"""

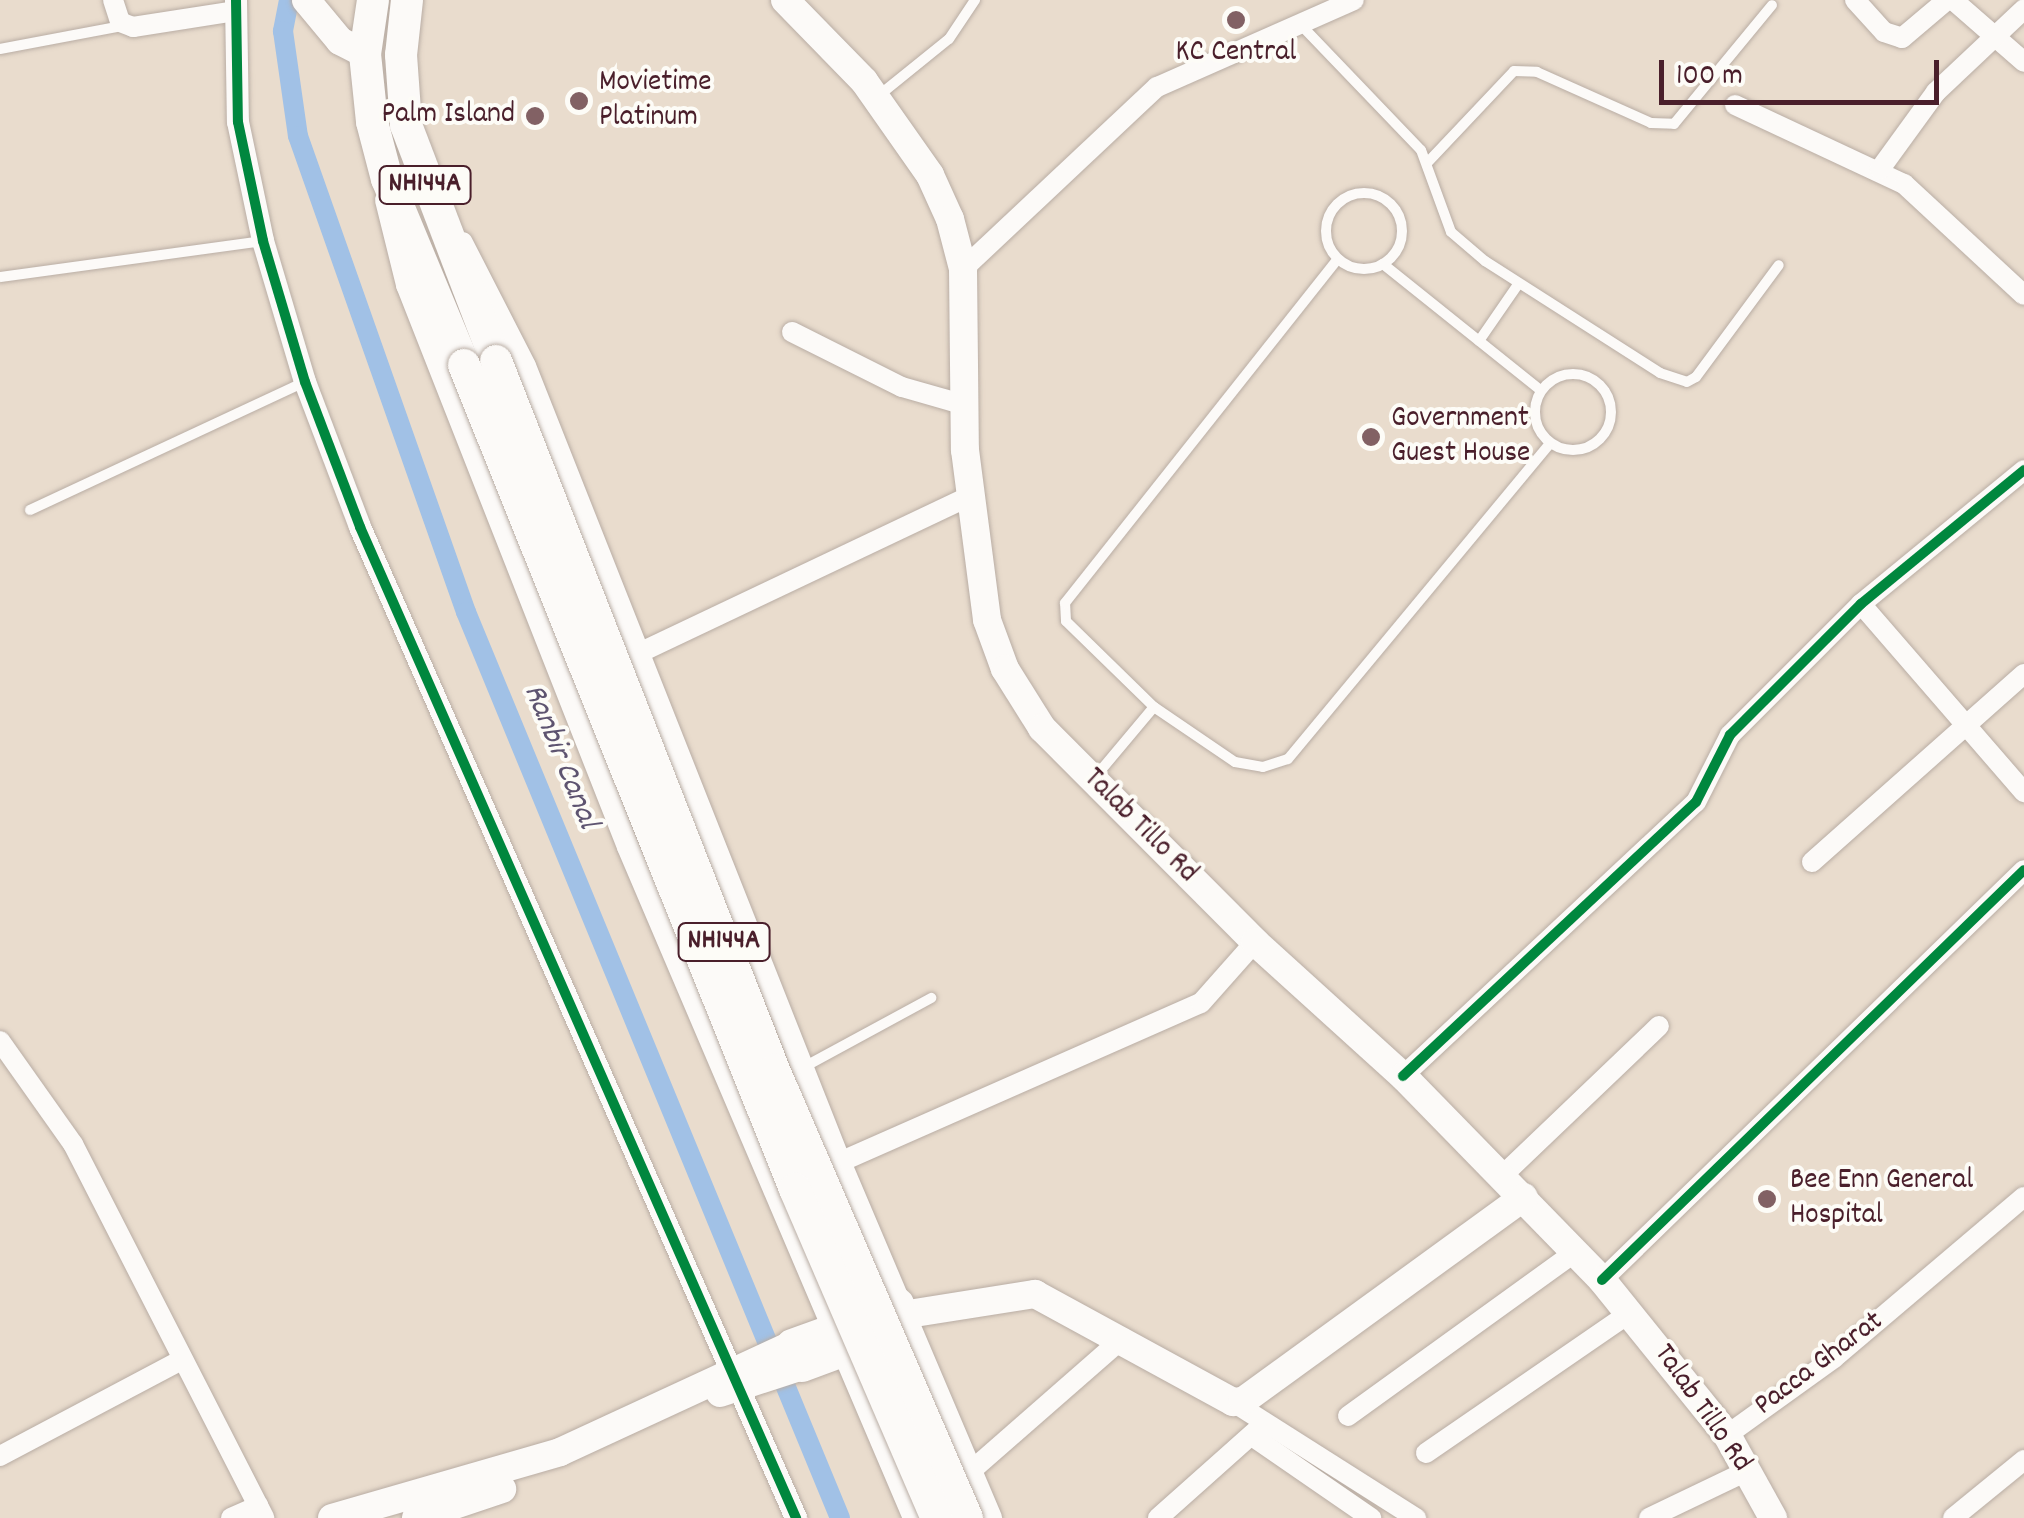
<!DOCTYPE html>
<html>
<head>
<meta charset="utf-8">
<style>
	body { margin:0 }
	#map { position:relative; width:2024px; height:1518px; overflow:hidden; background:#e9dccd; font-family:Dekko,sans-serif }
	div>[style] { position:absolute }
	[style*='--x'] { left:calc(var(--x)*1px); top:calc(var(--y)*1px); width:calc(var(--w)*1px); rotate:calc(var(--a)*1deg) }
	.canal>* { height:20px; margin:-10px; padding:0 10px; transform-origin:10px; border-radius:10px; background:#a1c1e6 }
	.roads { filter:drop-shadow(0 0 2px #b9ada4) drop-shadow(0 0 2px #b9ada4) }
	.service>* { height:10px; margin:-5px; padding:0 5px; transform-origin:5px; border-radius:5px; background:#fcfaf8 }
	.service>.ring { margin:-5px; padding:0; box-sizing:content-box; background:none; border:10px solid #fcfaf8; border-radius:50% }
	.minor>* { height:20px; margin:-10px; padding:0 10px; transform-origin:10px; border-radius:10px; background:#fcfaf8 }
	.tertiary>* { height:22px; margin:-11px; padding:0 11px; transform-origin:11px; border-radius:11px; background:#fcfaf8 }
	.secondary>* { height:28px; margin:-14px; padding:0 14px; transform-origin:14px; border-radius:14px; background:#fcfaf8 }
	.trunk>* { height:32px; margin:-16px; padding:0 16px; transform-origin:16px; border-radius:16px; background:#fcfaf8 }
	.bridges { filter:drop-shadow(0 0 2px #b9ada4) drop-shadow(0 0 2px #b9ada4) }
	.trunk-bridge>* { height:32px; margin:-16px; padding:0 16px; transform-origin:16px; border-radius:16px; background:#fcfaf8 }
	.cycleway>* { height:10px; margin:-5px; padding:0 5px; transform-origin:5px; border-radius:5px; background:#00873e }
	.dots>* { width:28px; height:28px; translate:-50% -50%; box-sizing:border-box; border:5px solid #fdfcf7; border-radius:50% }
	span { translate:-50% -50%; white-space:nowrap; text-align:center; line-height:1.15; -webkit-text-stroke:8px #fdfcf7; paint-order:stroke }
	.shield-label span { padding:2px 8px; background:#fdfcf7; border:2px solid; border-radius:8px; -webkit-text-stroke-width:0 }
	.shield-label { font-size:28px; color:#4a1f2b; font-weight:700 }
	.poi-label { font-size:30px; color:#4a1f2b }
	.left { translate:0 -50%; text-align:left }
	.right { translate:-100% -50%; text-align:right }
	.street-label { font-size:30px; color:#4a1f2b }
	.water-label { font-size:32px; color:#5e5470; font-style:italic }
	.scale { position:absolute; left:1659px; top:60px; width:280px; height:45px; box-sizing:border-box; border:5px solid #4a1f2b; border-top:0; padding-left:12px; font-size:30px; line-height:35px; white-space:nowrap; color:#4a1f2b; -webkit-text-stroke:8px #fdfcf7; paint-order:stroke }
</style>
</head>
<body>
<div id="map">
	<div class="canal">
		<i style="--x:289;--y:0;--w:32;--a:101"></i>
		<i style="--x:283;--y:31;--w:106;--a:81.9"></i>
		<i style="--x:298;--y:136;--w:505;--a:70.56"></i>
		<i style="--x:466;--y:612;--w:980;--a:67.57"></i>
	</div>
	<div class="roads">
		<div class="service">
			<i style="--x:1301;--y:25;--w:173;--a:46.2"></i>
			<i style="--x:1421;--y:150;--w:87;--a:69.9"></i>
			<i style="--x:1451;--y:232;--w:45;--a:40.5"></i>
			<i style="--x:1485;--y:261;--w:208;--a:32.6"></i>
			<i style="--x:1660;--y:373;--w:28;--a:18"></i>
			<i style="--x:1687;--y:382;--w:10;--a:-29"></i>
			<i style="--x:1696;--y:377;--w:139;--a:-53.5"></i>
			<i style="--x:0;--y:49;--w:124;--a:-10.7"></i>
			<i style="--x:877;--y:97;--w:92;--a:-38.9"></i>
			<i style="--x:949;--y:39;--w:47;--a:-56.3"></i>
			<i style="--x:1428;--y:162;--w:125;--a:-46.6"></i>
			<i style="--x:1514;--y:71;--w:23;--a:2"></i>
			<i style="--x:1537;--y:72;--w:125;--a:24.1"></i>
			<i style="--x:1651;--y:123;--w:23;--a:2"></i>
			<i style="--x:1674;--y:124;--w:154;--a:-50.5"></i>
			<i class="ring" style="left:1326px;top:193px;width:66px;height:66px"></i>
			<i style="--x:1383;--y:264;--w:201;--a:38.7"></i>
			<i style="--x:0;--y:277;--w:264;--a:-7.8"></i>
			<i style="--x:1479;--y:341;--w:70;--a:-55.4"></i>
			<i class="ring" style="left:1535px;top:374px;width:66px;height:66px"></i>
			<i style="--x:30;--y:510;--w:302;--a:-25"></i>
			<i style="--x:1154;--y:707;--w:123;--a:-135.7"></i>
			<i style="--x:1066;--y:621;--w:18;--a:-93"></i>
			<i style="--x:1065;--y:603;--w:439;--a:-51.6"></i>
			<i style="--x:1096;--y:776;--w:90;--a:-50"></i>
			<i style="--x:1154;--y:707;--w:98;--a:34.2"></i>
			<i style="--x:1235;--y:762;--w:28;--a:10"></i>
			<i style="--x:1263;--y:767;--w:26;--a:-18"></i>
			<i style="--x:1288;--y:759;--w:410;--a:-50.3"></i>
			<i style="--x:804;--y:1067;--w:145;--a:-28.5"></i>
		</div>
		<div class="minor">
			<i style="--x:113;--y:0;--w:23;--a:72"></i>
			<i style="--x:120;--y:22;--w:14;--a:21"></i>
			<i style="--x:133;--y:27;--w:103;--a:-8.9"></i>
			<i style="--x:1855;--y:0;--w:43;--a:47.8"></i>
			<i style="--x:1884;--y:32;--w:19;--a:18"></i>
			<i style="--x:1902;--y:38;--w:59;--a:-40.2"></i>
			<i style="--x:1953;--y:0;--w:94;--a:41.1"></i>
			<i style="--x:1735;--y:105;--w:187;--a:25.1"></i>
			<i style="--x:1904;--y:184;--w:163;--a:42.8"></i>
			<i style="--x:1880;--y:169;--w:95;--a:-54"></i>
			<i style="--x:1936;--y:92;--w:121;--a:-43.3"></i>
			<i style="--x:963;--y:269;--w:266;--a:-43.2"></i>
			<i style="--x:1157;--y:87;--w:215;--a:-23.8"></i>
			<i style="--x:792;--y:332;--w:123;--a:26.6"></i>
			<i style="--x:902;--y:387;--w:66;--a:15.9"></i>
			<i style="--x:1861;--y:604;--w:249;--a:49.1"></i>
			<i style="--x:637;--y:654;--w:369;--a:-25.4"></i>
			<i style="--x:1812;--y:862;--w:283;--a:-41.6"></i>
			<i style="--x:0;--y:1041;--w:126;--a:54.7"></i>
			<i style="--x:73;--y:1144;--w:420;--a:62.9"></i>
			<i style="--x:1403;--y:1076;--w:401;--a:-43.1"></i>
			<i style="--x:1696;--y:802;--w:75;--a:-63.1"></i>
			<i style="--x:1730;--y:735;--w:185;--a:-45"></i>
			<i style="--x:1861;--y:604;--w:211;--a:-39.4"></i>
			<i style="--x:840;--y:1162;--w:394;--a:-23.8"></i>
			<i style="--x:1201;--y:1003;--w:81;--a:-48.5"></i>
			<i style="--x:1502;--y:1176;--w:217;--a:-43.7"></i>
			<i style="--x:1602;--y:1280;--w:588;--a:-44.17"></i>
			<i style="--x:1233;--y:1402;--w:217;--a:32.4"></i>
			<i style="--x:1348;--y:1416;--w:280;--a:-35.8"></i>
			<i style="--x:1727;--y:1435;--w:132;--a:-35.7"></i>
			<i style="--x:1834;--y:1358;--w:249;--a:-40.3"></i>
			<i style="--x:1252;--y:1436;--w:145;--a:34.6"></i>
			<i style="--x:1426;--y:1453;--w:247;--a:-34.5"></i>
			<i style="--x:0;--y:1456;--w:205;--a:-27.9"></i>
			<i style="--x:971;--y:1471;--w:202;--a:-41.2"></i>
			<i style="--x:231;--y:1518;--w:30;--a:-24"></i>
			<i style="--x:1158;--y:1518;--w:137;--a:-41.7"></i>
			<i style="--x:1649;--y:1518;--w:109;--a:-25.6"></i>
			<i style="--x:1953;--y:1518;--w:92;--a:-39.2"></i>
		</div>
		<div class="tertiary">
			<i style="--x:236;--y:0;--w:122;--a:89.1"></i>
			<i style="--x:238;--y:122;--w:122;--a:78.1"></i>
			<i style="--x:263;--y:241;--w:147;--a:73.4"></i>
			<i style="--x:305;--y:382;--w:155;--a:69.2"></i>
			<i style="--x:360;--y:527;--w:1083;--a:66.25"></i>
			<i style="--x:386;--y:200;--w:88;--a:76.1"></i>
			<i style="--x:407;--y:285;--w:604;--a:68.53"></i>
			<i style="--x:628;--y:847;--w:729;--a:66.91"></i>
			<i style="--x:462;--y:243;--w:138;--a:62.9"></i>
			<i style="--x:525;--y:366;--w:856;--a:68.41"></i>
			<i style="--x:840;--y:1162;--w:387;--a:67"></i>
		</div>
		<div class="secondary">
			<i style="--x:306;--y:0;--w:53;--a:50.3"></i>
			<i style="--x:340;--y:41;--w:28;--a:27"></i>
			<i style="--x:785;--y:0;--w:113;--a:45.7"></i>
			<i style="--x:864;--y:81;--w:115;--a:54.9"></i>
			<i style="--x:930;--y:175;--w:48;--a:65.6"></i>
			<i style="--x:950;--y:219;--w:52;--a:75.4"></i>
			<i style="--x:963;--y:269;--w:181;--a:89.4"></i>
			<i style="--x:965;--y:450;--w:171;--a:82.6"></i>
			<i style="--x:987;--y:620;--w:52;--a:69.8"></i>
			<i style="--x:1005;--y:669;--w:70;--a:57.9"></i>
			<i style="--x:1042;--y:728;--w:302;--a:45.1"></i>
			<i style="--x:1255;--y:942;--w:200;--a:42.2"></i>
			<i style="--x:1403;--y:1076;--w:285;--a:45.7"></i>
			<i style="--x:1602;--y:1280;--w:199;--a:51.1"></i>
			<i style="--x:1727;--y:1435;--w:95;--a:61"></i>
			<i style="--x:902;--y:1315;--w:135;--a:-9"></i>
			<i style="--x:1035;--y:1294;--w:226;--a:28.6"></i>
			<i style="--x:1233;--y:1402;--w:10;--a:-6"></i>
			<i style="--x:1243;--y:1401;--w:347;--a:-36"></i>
			<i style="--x:720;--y:1393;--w:86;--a:-18.2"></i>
			<i style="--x:332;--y:1518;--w:237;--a:-16.1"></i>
			<i style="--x:560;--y:1452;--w:255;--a:-24.8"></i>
			<i style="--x:416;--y:1518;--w:91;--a:-18.6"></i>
		</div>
		<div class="trunk">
			<i style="--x:373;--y:0;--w:55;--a:98.4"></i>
			<i style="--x:365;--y:54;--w:68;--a:84.1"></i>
			<i style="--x:372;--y:122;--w:59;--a:75.3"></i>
			<i style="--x:387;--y:179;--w:201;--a:67.5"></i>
			<i style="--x:407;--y:0;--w:55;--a:96.2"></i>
			<i style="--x:401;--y:55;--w:70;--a:85.9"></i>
			<i style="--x:406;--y:125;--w:253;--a:69.1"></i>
			<i style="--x:792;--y:1345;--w:45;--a:-19.7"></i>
			<i style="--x:834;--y:1330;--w:28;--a:-75"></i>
			<i style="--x:841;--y:1303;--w:21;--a:-37"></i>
			<i style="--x:858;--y:1290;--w:22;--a:0"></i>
			<i style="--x:880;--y:1290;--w:23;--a:38"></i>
			<i style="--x:802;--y:1366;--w:46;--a:-20.4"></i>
			<i style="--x:845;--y:1350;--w:38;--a:6"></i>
			<i style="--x:883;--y:1354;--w:23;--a:-43"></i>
			<i style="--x:900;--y:1338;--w:23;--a:-85"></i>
		</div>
	</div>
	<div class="bridges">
		<div class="trunk-bridge">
			<i style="--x:496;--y:361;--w:762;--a:68.59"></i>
			<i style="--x:774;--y:1070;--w:488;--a:66.7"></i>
			<i style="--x:464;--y:365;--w:888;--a:68.11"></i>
			<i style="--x:795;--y:1189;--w:358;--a:66.7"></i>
		</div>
	</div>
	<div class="cycleway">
		<i style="--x:236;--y:0;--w:122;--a:89.1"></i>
		<i style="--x:238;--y:122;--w:122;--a:78.1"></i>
		<i style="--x:263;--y:241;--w:147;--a:73.4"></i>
		<i style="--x:305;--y:382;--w:155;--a:69.2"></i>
		<i style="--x:360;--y:527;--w:1083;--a:66.25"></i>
		<i style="--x:1403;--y:1076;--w:401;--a:-43.1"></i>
		<i style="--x:1696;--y:802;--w:75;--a:-63.1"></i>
		<i style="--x:1730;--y:735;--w:185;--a:-45"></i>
		<i style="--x:1861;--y:604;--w:211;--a:-39.4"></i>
		<i style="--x:1602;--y:1280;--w:588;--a:-44.17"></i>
	</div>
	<div class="dots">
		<i style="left:1236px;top:20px;background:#826164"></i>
		<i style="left:579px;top:101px;background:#826164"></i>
		<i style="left:535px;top:116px;background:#826164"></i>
		<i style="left:1371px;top:437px;background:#826164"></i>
		<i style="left:1767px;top:1199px;background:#826164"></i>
	</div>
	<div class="shield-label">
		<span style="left:425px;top:185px">NH144A</span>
		<span style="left:724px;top:942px">NH144A</span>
	</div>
	<div class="poi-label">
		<span style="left:1236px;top:54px">KC Central</span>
		<span class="left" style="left:599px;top:101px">Movietime<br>Platinum</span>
		<span class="right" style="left:515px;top:116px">Palm Island</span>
		<span class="left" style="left:1391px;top:437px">Government<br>Guest House</span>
		<span class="left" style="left:1790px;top:1199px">Bee Enn General<br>Hospital</span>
	</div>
	<div class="street-label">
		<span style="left:1139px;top:827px;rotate:45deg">Talab Tillo Rd</span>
		<span style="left:1820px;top:1365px;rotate:-37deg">Pacca Gharat</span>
		<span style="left:1701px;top:1409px;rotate:55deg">Talab Tillo Rd</span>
	</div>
	<div class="water-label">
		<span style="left:559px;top:757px;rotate:68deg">Ranbir Canal</span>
	</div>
	<div class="scale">100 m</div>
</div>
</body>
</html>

"""

Work to be completed
Looking at the data above, write out exactly the lines that start at the one containing "translate:-50% -50%; white-space:nowrap;" and end at the one containing "padding:2px 8px; background:#fdfcf7;"; include both and nothing beyond.

Reply
	span { translate:-50% -50%; white-space:nowrap; text-align:center; line-height:1.15; -webkit-text-stroke:8px #fdfcf7; paint-order:stroke }
	.shield-label span { padding:2px 8px; background:#fdfcf7; border:2px solid; border-radius:8px; -webkit-text-stroke-width:0 }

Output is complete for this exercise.